SECTION 810. RESIGNATION AND REMOVAL; APPOINTMENT OF SUCCESSOR.

         (a) No resignation or removal of any Trustee (the "Relevant Trustee")
and no appointment of a successor Trustee pursuant to this Article VIII shall
become effective until the acceptance of appointment by the successor Trustee in
accordance with the applicable requirements of Section 811.
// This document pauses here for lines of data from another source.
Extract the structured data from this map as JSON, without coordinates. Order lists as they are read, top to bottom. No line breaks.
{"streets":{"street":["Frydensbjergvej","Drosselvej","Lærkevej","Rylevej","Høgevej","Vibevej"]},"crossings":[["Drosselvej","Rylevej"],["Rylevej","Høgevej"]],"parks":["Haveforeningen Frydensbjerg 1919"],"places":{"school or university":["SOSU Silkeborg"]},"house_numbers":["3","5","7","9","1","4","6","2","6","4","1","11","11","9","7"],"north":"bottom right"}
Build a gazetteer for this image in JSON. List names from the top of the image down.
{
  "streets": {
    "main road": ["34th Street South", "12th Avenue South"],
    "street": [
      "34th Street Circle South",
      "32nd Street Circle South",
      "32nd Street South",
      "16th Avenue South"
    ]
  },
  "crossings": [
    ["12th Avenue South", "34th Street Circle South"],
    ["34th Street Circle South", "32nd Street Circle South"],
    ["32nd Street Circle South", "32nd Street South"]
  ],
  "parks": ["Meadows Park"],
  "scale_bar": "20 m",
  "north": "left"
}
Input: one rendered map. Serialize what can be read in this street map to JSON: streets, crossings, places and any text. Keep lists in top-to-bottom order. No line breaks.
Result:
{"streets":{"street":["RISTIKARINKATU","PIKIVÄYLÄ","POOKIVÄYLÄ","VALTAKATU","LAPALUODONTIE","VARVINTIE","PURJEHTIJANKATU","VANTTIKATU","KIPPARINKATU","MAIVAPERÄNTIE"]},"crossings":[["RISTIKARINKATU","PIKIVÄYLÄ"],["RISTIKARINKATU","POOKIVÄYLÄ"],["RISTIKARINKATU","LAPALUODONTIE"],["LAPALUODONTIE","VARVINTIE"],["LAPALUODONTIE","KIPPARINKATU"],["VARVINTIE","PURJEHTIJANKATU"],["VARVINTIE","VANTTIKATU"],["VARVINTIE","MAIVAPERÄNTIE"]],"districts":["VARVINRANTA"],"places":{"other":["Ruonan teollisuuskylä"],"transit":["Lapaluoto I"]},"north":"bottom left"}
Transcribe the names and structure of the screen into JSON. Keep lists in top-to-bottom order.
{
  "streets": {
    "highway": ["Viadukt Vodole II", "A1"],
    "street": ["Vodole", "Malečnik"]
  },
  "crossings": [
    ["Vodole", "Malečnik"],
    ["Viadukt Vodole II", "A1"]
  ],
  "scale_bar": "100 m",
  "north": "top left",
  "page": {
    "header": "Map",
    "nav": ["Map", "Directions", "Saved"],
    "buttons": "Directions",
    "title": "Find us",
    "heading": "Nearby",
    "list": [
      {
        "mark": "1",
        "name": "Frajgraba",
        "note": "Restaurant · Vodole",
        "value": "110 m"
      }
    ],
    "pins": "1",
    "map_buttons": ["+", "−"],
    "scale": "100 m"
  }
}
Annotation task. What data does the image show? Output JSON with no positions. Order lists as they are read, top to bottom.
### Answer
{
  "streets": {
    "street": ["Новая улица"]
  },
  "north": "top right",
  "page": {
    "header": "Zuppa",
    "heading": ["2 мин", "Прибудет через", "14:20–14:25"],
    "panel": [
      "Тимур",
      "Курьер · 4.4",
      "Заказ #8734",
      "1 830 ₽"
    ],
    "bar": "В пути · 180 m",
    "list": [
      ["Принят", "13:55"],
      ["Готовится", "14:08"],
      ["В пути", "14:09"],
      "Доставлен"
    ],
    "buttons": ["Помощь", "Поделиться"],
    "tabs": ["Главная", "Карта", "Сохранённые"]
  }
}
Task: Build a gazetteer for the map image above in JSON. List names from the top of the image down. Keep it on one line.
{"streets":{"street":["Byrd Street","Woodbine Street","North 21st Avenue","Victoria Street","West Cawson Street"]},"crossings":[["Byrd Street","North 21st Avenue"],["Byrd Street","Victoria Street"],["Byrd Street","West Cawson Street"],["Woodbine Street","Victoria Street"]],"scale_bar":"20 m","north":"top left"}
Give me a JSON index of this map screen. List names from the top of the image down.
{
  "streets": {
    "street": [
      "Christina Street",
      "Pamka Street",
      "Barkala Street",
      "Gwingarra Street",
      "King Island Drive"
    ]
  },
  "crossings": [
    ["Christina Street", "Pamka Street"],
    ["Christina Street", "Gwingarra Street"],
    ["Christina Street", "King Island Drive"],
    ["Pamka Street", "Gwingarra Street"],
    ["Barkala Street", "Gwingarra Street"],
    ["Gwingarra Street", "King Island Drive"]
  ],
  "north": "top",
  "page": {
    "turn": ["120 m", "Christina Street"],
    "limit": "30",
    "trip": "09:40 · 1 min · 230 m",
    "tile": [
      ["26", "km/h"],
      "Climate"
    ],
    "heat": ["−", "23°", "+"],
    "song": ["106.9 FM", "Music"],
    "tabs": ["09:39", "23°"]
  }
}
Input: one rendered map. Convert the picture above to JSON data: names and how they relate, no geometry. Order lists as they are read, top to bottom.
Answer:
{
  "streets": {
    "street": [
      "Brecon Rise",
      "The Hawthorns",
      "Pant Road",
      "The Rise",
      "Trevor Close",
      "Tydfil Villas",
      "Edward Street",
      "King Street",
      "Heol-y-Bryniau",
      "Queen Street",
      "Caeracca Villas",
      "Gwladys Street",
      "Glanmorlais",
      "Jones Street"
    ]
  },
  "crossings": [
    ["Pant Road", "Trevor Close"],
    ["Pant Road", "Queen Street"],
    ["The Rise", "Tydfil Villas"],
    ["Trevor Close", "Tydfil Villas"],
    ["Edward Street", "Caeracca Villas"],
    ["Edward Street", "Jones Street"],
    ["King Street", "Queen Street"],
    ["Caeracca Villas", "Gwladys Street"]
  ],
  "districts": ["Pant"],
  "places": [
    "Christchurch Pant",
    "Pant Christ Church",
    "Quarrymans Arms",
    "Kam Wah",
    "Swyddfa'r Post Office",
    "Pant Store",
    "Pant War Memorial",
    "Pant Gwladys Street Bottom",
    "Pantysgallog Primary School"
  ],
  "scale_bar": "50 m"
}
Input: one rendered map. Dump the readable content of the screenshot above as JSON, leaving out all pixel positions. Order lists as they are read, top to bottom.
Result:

         (b) Subject to the immediately preceding paragraph, the Relevant
Trustee may resign at any time with respect to the Trust Securities by giving
written notice thereof to the Securityholders. If the instrument of acceptance
by the successor Trustee required by Section 811 shall not have been delivered
to the Relevant Trustee within 30 days after the giving of such notice of
resignation, the Relevant Trustee may petition, at the expense of the Depositor,
any court of competent jurisdiction for the appointment of a successor Relevant
Trustee with respect to the Trust Securities.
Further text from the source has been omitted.